Records from a data source
════════════════════

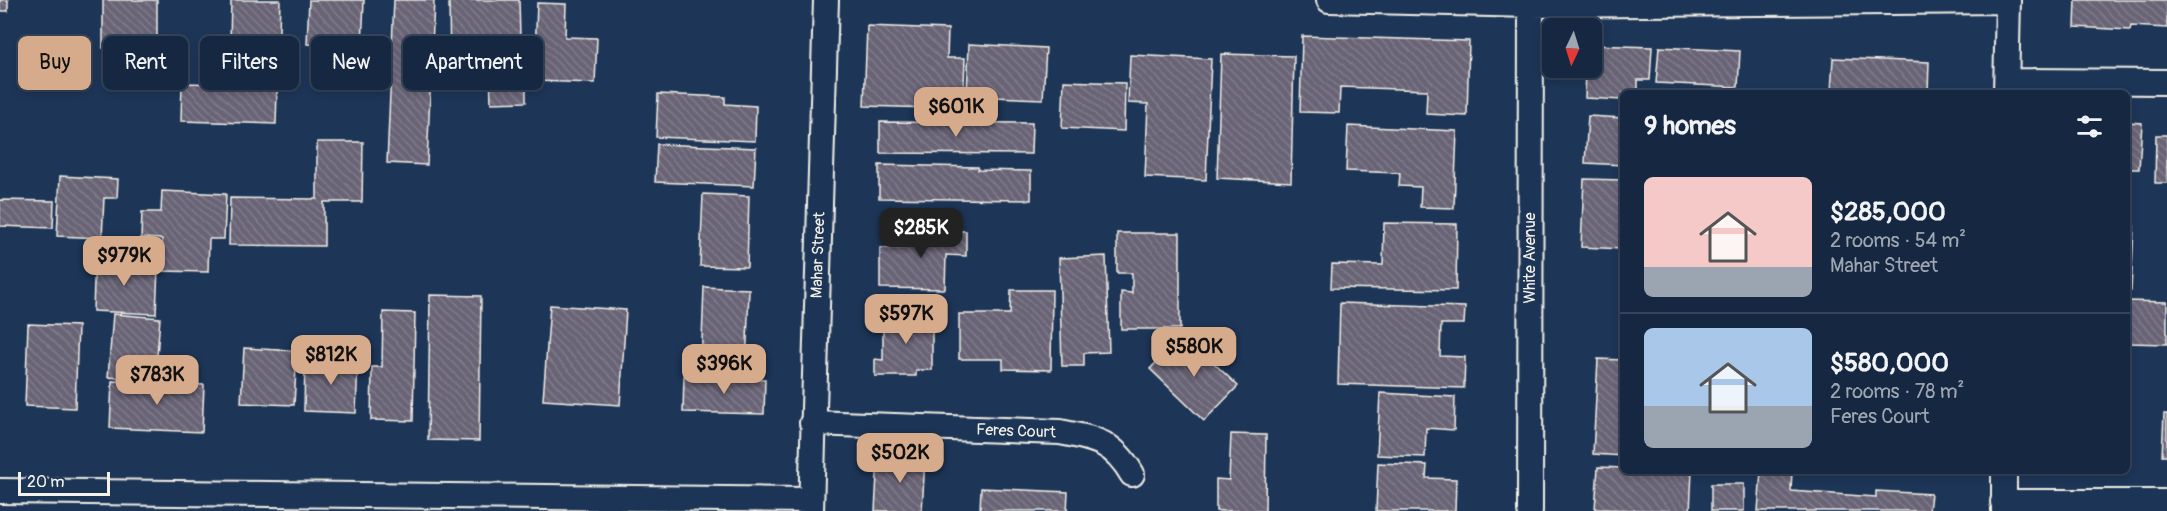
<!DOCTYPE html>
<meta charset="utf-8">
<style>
body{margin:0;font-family:Pangolin,sans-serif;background:#1f3048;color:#f1f3f6;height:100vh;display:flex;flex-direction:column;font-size:22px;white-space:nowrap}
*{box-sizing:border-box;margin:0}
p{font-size:20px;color:#9ea6b1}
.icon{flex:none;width:33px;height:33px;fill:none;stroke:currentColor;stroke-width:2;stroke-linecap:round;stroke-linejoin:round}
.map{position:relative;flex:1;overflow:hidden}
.drawer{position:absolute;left:1620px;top:90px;width:510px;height:384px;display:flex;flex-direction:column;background:#162841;border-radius:9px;box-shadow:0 3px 9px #0003,0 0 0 2px #35445a}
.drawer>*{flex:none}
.banner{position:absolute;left:18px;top:36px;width:570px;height:54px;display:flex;gap:12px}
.needle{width:39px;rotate:184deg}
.controls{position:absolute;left:1542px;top:18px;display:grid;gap:12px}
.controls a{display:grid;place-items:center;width:60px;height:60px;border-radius:9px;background:#162841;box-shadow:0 3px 9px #0003,0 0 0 2px #35445a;font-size:30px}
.scale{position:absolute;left:18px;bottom:15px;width:92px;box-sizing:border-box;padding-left:6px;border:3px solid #f4f1e8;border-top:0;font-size:16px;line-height:21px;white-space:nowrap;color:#f4f1e8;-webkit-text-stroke:4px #1d3557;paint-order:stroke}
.price{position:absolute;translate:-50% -51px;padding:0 14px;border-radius:12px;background:#d6ab8b;color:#111;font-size:20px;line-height:39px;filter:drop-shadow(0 2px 3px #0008)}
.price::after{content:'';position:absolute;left:50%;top:36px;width:18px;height:14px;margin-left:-9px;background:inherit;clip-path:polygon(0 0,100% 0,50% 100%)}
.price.selected{background:#222;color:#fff}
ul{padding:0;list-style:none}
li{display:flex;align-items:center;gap:18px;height:150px;padding:0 24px}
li+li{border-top:2px solid #35445a}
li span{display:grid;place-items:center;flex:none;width:168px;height:120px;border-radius:9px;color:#555}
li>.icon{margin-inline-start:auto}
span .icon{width:72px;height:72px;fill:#fffc;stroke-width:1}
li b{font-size:26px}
h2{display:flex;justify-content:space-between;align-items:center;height:72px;padding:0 24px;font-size:26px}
.chip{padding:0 21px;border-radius:9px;background:#162841;box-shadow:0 3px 9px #0003,0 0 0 2px #35445a;font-size:21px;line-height:54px}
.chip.selected{background:#d6ab8b;color:#111}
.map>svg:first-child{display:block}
.building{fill:url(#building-back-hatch);stroke:#f4f1e8;stroke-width:1.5}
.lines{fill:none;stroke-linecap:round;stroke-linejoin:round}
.street-casing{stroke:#f4f1e8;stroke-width:28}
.street{stroke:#1d3557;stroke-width:24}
.labels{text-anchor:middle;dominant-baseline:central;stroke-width:4.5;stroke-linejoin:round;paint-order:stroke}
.street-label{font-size:16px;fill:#f4f1e8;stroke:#1d3557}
</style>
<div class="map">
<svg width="2167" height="511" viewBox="0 0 2167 511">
<defs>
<pattern id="building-back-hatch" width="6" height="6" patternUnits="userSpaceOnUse" patternTransform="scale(1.5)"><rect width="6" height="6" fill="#696476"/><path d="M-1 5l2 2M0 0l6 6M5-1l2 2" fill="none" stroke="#7f7b8a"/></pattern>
</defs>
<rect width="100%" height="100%" fill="#1d3557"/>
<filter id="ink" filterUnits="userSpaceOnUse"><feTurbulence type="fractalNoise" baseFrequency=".0167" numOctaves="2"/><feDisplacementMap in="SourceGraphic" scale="12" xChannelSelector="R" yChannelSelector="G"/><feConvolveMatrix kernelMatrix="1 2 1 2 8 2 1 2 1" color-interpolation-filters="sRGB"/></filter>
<g filter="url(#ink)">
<path class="building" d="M0 0H8V11H0Z
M103 0H157V48H103Z
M231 0H280L276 124 181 121 182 83 229 84Z
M309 0H364L362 46 307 44Z
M394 0H434L427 165 387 163Z
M449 0H519L520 38H513L514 63H526V102L491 103 490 69 450 70Z
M2076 0H2167V28L2131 26 2130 30 2075 27Z
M537 3 566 4 565 37 597 38 595 83 534 81Z
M867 26 948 29 947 58H965L963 109 864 106Z
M1302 36 1469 41 1467 116 1426 114 1427 90 1340 87 1339 113 1300 112Z
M969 44 1046 48 1043 99 967 96Z
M1592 45 1652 47 1650 80H1638V93H1623V100L1585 98 1586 68H1592Z
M1659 47 1740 51 1738 87 1656 83Z
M1221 54 1294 56 1291 182 1217 178Z
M1130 55 1211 59 1206 180 1145 177 1148 104 1128 103Z
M1833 58 1929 62 1928 93H1831Z
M1064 81 1125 83 1124 131 1062 128Z
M658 94 725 97V104L756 106 755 141 656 137Z
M1588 116 1623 118V165L1585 163Z
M880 122 1032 123 1031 154 880 153Z
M2127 122 2142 123 2139 169H2127Z
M1348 126 1457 131 1454 208 1420 207 1421 187 1399 186 1400 173 1346 171Z
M2156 135H2167V183H2155Z
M317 142H363L362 202H324V246L229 245 230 198 317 199Z
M657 144 756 148 754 186 655 182Z
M879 165 978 167V170L1031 171V200L879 198Z
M60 176 118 179 117 198H104L102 238 57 236Z
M1584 179 1623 180V249L1581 247Z
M162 191 226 194 224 239H209L208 272 161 271 162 239 141 238 142 212H161Z
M703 194 749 196 747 267 700 266Z
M0 200 54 201 53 228 0 226Z
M1384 223 1457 224 1456 290 1331 288 1332 264 1383 265Z
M2127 226H2134L2131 291H2127Z
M904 230 966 231V256L946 255 945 289 880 288V248H904Z
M1117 233H1180V329H1121V292L1132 293V273H1117Z
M95 253 115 254 114 266 158 268 156 314 93 311Z
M1106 256 1109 352 1084 353V366H1062L1059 258Z
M704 287 749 289 746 369 701 367Z
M1011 290H1052L1051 370 1003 369V359H959V314H1010Z
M430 295 481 296 479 441 428 440Z
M2127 301 2167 302V344L2127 343Z
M1340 303 1465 307 1464 324H1441L1440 356 1465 357 1464 388 1338 384Z
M550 305 626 310 620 405 543 400Z
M383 312 415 313 413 421 371 420 372 367H382Z
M113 314 160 318 155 381 108 377Z
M883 314H932V370H916V376H875V359L883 360Z
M28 324 78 326 75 408 25 406Z
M1183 334 1238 386 1204 421 1150 369Z
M244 348 297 351 294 405 241 403Z
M305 359 358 360 356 413 304 411Z
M1598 359 1623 360V456L1593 454Z
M684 376 765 379 764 414 683 412Z
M112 381 204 385 202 432 110 428Z
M1380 393 1455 397 1454 430 1426 428 1425 457 1377 455Z
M2164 414H2167V456H2162Z
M1231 434 1266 435 1265 511H1216V479L1229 480Z
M878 457 925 459 922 511H875Z
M1378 463 1427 465 1426 478 1456 479 1455 511H1376Z
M1598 467 1623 468V471L1692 472 1690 511 1595 509Z
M1761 471H1792L1791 491 1876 497V491L1931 494 1929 511H1758Z
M1711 484H1744V511H1711Z
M981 488 1068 492 1067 511H980Z"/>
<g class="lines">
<g class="street-casing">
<path id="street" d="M1329 0 1531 5 2008 1
M2007 81 2167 82
M2006 93 2008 0
M812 423 1060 432C1095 439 1113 441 1132 474
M0 491 811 500
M2003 502H2167
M811 511 826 0
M1530 511 1531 5
M2004 511V471"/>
</g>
<use href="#street" class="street"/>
</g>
</g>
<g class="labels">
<g class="street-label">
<text transform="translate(818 255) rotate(-88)">Mahar Street</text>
<text transform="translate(1530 258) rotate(-90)">White Avenue</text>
<text transform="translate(1016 431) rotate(2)">Feres Court</text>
</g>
</g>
</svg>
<div class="controls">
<a><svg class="needle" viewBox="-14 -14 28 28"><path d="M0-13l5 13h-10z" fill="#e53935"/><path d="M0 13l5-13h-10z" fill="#9ea6b1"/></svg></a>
</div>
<div class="scale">20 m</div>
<b class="price" style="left:956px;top:138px">$601K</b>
<b class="price selected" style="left:921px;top:259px">$285K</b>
<b class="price" style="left:124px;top:287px">$979K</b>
<b class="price" style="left:906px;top:345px">$597K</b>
<b class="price" style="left:1194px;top:378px">$580K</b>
<b class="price" style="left:331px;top:386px">$812K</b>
<b class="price" style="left:724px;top:395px">$396K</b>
<b class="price" style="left:157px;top:406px">$783K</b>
<b class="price" style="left:900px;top:484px">$502K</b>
<div class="banner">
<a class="chip selected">Buy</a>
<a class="chip">Rent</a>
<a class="chip">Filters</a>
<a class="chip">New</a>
<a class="chip">Apartment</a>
</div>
<section class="drawer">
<h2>9 homes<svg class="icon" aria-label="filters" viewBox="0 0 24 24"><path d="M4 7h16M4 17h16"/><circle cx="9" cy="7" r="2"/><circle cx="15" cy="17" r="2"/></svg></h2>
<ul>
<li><span style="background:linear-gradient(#f6c9c9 75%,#9aa5b1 0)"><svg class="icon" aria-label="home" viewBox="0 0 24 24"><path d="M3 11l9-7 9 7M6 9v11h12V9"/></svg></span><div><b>$285,000</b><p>2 rooms · 54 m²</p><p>Mahar Street</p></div></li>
<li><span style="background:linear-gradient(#a9c7e8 65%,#9aa5b1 0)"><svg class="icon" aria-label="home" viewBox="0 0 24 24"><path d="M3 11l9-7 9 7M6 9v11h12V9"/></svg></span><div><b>$580,000</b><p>2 rooms · 78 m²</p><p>Feres Court</p></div></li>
</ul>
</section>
</div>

════════════════════

WORK INSTRUCTIONS
Each line of the records above that contains the word "position" should be counted; give the resulting number without further words.

SOLUTION
7